A city can be overwhelm-ing. It's not just the sheer size that makes it so daunting, but all the things within it. Amid all the traffic, the buildings, the noise and pollution, it's easy to forget the reason why cities exist and who made them. Any attempt to make sense of cities, and to do so on a human scale can only help our understanding.
That's what they've been doing in Birmingham. The tourist brochures like to remind us that, as well as the baltis and the Bullring, Birmingham has more canals than Venice. Unfortunately for Brummies, the resemblance ends there. The city's suburbs sprawl flatly outwards from a centre strangled by roads and mangled by town planners.
But Birmingham has been reinventing itself recently, rebuilding and renovating, modernising and - though Mancunians might not agree - staking its claim to the title of England's second city.
This collision of past with present and the knock-on effects for the future have given the city's Development Education Centre a fascinating case study on its doorstep.
It's all contained in A City for People, a 50-page booklet looking at Birmingham's unique multicultural make-up and particular place in the world.
Aimed at key stage 3 and 4 pupils, A City for People brings home to them, often quite literally, the impact of all kinds of local, national and international decisions. It begins with a graphic illustration of the place of individuals in all this - right at the bottom of a "staircase" of authority - and a simple exercise in matching up events with their place on the staircase.
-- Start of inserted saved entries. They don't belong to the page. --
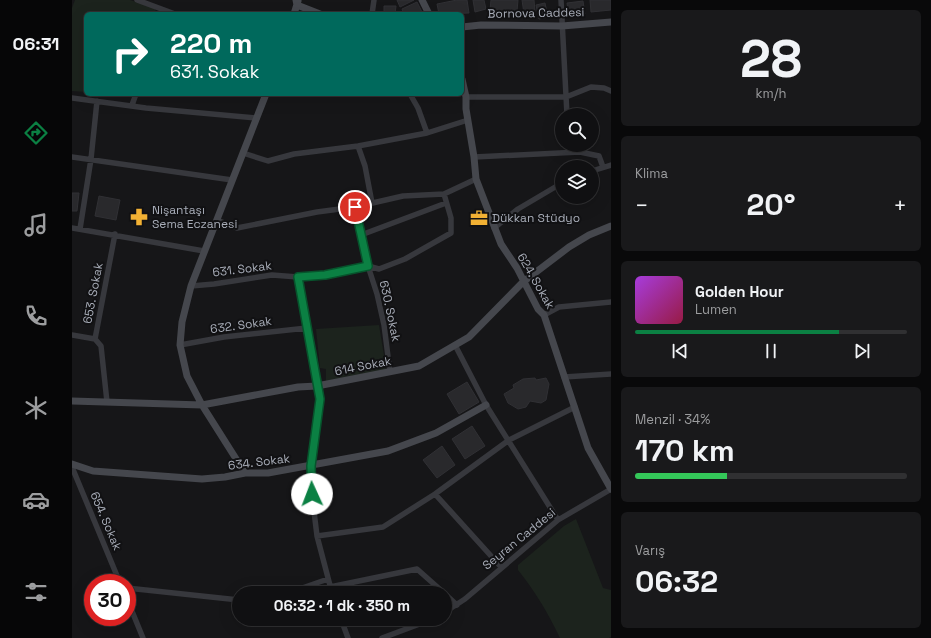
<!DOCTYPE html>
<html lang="tr">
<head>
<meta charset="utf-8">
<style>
  :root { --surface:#101012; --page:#19191b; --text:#f1f3f6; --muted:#9c9d9f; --line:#303032; --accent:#0b8043 }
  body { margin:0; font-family:"Space Grotesk",sans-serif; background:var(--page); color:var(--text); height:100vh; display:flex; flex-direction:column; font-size:15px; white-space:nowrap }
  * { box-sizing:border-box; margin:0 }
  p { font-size:13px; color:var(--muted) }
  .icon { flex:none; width:22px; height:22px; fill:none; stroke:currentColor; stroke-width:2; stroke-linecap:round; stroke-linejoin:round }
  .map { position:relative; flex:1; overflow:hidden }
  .details { display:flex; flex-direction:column; gap:10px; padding:10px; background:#09090a; width:320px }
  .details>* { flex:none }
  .hud { position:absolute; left:12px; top:12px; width:380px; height:84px; border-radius:6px; box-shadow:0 4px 16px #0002,0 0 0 1px var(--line); background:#00695c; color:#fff; overflow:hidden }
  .controls { position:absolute; left:483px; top:108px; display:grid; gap:8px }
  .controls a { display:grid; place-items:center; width:44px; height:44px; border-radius:50%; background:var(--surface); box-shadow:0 4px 16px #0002,0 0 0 1px var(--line); font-size:20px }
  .speed { position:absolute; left:12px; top:574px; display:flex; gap:8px; font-size:20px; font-weight:700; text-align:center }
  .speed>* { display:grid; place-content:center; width:52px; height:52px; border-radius:50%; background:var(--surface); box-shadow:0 4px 16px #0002,0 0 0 1px var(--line); line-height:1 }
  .speed .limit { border:6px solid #d22; background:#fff; color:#111 }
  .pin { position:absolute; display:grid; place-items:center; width:34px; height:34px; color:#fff; margin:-17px; border:2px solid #fff; border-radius:50%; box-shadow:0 1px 4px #0007 }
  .me { position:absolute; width:44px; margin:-22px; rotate:358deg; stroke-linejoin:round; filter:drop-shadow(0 0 3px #0008) }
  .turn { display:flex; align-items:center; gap:14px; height:84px; padding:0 20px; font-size:18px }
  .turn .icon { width:52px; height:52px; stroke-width:2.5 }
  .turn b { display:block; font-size:28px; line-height:34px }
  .big { font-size:30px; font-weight:700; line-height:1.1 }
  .details .tile { flex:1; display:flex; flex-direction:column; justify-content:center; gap:6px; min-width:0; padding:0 14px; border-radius:6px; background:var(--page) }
  .details .dial { align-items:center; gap:0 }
  .dial b { font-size:52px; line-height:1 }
  .song { display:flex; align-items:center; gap:12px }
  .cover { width:48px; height:48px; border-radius:6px; background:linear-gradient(135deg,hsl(280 70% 55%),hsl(340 70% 35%)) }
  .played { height:4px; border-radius:2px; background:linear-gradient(90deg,var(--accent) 75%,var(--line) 75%) }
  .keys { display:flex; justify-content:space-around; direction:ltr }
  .heat { display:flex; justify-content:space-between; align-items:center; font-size:22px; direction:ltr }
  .charge { height:6px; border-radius:3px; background:linear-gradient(90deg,#34c759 34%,var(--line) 0) }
  .trip { position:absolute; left:160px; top:586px; width:220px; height:40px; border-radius:20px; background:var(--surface); box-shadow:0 4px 16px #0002,0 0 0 1px var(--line); font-weight:700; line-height:40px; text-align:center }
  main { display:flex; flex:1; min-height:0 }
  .dock { display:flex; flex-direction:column; width:72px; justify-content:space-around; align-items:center; background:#060607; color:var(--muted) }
  .dock .icon { width:28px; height:28px }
  .dock .current { color:var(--accent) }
  .dock b { font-size:18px; color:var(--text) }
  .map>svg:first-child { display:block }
  .green { fill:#1c231d }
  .building { fill:#29292c; stroke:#303034 }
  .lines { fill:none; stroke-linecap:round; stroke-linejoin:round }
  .street { stroke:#37383d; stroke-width:5.5 }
  .secondary { stroke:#45474d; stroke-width:7 }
  .route-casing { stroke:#07532c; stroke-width:10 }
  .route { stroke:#0b8043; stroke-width:7 }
  .labels { text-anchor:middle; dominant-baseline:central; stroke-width:4; stroke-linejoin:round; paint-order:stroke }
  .street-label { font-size:12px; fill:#a8adb8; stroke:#111113 }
  .poi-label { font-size:12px; fill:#a8adb8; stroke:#111113; text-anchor:start }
</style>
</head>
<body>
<main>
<nav class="dock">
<b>06:31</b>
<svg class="icon current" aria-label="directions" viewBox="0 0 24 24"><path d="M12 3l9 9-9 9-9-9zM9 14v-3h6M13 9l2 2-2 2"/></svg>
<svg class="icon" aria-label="music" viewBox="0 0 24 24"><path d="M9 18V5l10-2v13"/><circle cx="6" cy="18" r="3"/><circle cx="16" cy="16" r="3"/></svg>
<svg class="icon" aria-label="phone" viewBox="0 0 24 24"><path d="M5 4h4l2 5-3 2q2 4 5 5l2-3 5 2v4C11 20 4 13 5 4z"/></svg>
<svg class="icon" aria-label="climate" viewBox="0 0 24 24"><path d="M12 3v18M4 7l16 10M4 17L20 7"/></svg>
<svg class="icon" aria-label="car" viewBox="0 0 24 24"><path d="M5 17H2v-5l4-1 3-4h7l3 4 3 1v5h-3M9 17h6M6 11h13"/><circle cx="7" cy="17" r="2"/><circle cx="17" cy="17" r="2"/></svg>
<svg class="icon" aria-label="filters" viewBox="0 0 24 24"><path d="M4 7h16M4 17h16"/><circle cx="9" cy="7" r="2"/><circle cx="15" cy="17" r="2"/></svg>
</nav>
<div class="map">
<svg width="539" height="638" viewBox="0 0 539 638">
  <rect width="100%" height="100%" fill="#161618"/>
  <path class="green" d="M3 0H58L83 8 84 13 14 14V92L0 91V8Z
    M307 325 314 368 312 371 254 381V369L248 368 244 329Z
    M504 519 531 588 539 590V637L537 638H488C476 613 463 591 446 570V565L492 526Z"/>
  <path class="building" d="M325 0H342L328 7Z
    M385 0H395L397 13 367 14 365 4Z
    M401 0H412L414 9 403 12Z
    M419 0H446L445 11 418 10Z
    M450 0H462L463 12 452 14Z
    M518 0H539V10L519 12Z
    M511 1 513 14 497 17 495 3Z
    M345 2 350 12 346 14H332L330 9Z
    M473 3 476 17 467 19 464 5Z
    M312 6H324L323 14H312Z
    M0 193H7L5 211H0Z
    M27 196 48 200 44 220 23 216Z
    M463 378 464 380 474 378 477 384 474 400 469 403 458 401 454 407 446 409 436 403 432 394 442 388 441 385 451 379Z
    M395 382 407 402 387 414 375 394Z
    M400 426 413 446 393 459 380 439Z
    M370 446 383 465 365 478 351 460Z"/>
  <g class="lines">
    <path class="street" d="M65 0 103 14
      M489 0 495 115
      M300 14 302 0
      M338 94 346 108 355 133
      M394 97H494L519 87 532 88 539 91
      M0 98 74 108 185 118
      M60 105 64 94
      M286 146 293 166 300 203
      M171 153 196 161 222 154 286 146 355 133 396 120
      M0 157 160 180
      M402 157 508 152 527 156 531 167
      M520 171 539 165
      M283 207 296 266 305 294 312 325 318 372
      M145 220 165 228 245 212 283 207 331 196 372 194
      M0 228 132 251
      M422 228 446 209 490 183
      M8 229 19 159 25 101
      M289 235 374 203
      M226 277 248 399 239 466 241 503 245 536 260 593
      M119 286 142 284 200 275 226 277 253 275 296 266 307 269 333 259 379 233V218L372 194 404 179
      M472 315 487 307 539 302
      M0 335 23 339
      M108 345 152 337 235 328
      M383 345 414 405 486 520
      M492 377 539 374
      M35 402 29 346 23 339 43 234
      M0 467 48 583
      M363 494 429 567
      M245 536 311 527 363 494 437 440 503 407
      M258 587 345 569 372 593
      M55 588 167 600
      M216 593 256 579
      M373 594 385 605
      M55 599 71 638
      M373 612 393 599 486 520 539 489
      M269 619 276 638
      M310 638 361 619"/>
    <path class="secondary" d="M224 0 225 5 248 14
      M350 0 357 14
      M222 14 226 1
      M390 27 409 25 490 26 539 22
      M390 79 394 97V109L402 157 404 179 429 244 445 268 466 309 472 315 516 448 539 489
      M0 401 130 405 226 387 245 386 347 366 397 337 451 282 497 247 517 235 539 226
      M0 464 21 471 130 479 153 477 173 473H196L316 451 364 433 414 405
      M173 473 130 405 115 376 108 345 110 322 119 286 194 94"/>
  </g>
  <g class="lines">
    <g class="route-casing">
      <path id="route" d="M240 494 239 466 248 399 226 277 253 275 296 266 283 207"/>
    </g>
    <use href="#route" class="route"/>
  </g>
  <defs>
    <g id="pharmacy-bare" transform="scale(1.38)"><path d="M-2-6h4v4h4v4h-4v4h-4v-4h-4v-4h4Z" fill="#f2b134" stroke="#111113" stroke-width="2.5" paint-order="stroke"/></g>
    <g id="office-bare" transform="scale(1.38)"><path d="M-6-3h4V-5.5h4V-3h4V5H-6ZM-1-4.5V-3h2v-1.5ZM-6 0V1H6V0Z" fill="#f2b134" stroke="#111113" stroke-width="2.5" paint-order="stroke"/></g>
  </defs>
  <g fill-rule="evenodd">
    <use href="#pharmacy-bare" x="67" y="217"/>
    <use href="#office-bare" x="407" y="218"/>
  </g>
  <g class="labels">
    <g class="street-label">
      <text transform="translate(464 13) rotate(-1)">Bornova Caddesi</text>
      <text transform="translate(170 269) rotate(-7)">631. Sokak</text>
      <text transform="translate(464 281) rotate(60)">624. Sokak</text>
      <text transform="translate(21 293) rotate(-79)">653. Sokak</text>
      <text transform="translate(318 311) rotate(78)">630. Sokak</text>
      <text transform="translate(169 325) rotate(-8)">632. Sokak</text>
      <text transform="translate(291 366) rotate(-11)">614 Sokak</text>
      <text transform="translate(187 462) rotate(-7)">634. Sokak</text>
      <text transform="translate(34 521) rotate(67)">654. Sokak</text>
      <text transform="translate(447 539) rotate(-39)">Seyran Caddesi</text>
    </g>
    <g class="poi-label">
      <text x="80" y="210">Nişantaşı<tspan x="80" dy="14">Sema Eczanesi</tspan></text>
      <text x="420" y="218">Dükkan Stüdyo</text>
    </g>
  </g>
</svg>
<div class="controls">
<a><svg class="icon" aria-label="search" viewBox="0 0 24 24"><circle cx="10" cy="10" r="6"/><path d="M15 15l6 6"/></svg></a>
<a><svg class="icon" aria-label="layers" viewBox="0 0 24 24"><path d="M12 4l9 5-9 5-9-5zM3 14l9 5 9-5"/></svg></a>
</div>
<div class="speed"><div class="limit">30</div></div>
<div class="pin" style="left:283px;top:207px;background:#d93025"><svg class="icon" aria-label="arrive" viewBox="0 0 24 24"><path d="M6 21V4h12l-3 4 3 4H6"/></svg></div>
<svg class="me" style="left:240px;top:494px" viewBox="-20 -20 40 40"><circle r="19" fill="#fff"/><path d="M0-13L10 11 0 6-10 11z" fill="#0b8043"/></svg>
<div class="trip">06:32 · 1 dk · 350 m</div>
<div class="hud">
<div class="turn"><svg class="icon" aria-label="right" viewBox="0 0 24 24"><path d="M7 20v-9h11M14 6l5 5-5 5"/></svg><div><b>220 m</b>631. Sokak</div></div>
</div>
</div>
<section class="details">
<div class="tile dial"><b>28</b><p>km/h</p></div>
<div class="tile"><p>Klima</p>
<div class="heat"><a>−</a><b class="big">20°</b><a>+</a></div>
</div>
<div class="tile">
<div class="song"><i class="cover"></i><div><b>Golden Hour</b><p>Lumen</p></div></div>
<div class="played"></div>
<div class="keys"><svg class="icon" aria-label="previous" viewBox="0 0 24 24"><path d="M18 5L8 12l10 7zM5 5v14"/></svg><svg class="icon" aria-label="pause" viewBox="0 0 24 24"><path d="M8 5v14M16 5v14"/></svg><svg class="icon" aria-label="next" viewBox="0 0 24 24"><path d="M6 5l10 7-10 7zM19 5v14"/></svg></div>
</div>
<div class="tile"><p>Menzil · 34%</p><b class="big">170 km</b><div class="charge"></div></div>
<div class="tile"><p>Varış</p><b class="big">06:32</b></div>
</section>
</main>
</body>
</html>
Each chapter tackles a different issue - including Europe and global relationships, youth and unemployment, migration, housing and transport, and a detailed look at local regeneration in the Heartlands project.
The text is kept short and to the point with plenty of reader friendly real life stories and suggestions for activities. The graphics are colourful but bold and basic enough to be photocopied. In a four-page appendix of statistics by area, there are detailed maps, pie charts, and graphs galore.
This kind of geography has immediate appeal - even before you begin you know something about the subject. Put simply, young people can relate to it. Some of it - such as the Birmingham in the WorldThe World in Birmingham graphic and the What is a Successful City section - could easily be adapted to another setting.
Scott Sinclair of the city's Development Education Centre says that trials of the booklet have already attracted favourable comments from teachers outside the area interested in preparing similar materials. "We would encourage people to use it to stimulate something in their own locality," he says.
And even if the booklet centres on Birmingham, the issues go beyond that city's boundaries. "It's important in terms of understanding other places and your own that you understand the underlying commonality of experience. We are not an isolated place and you can't understand Birmingham's history without understanding its relationship with other places."
Children are receptive to these ideas, he says, because they have grown up in a global environment - characterised by everything from MTV to mass immigration.
A City for People - one of many initiatives under the umbrella Forward Thinking project launched by TIDE (Teachers In Development Education) a year ago - is built on this notion of togetherness. TIDE draws on a coalition of schools, universities, local authorities, housing trusts, economic development agencies, information centres and even the airport for its materials and such broad research shows in this booklet.
By starting local and going global, A City for People uses everyday experience as the springboard for wider knowledge. The message to geographers, wherever they may be, is to learn from this, follow the example and start compiling some resources about their own surroundings.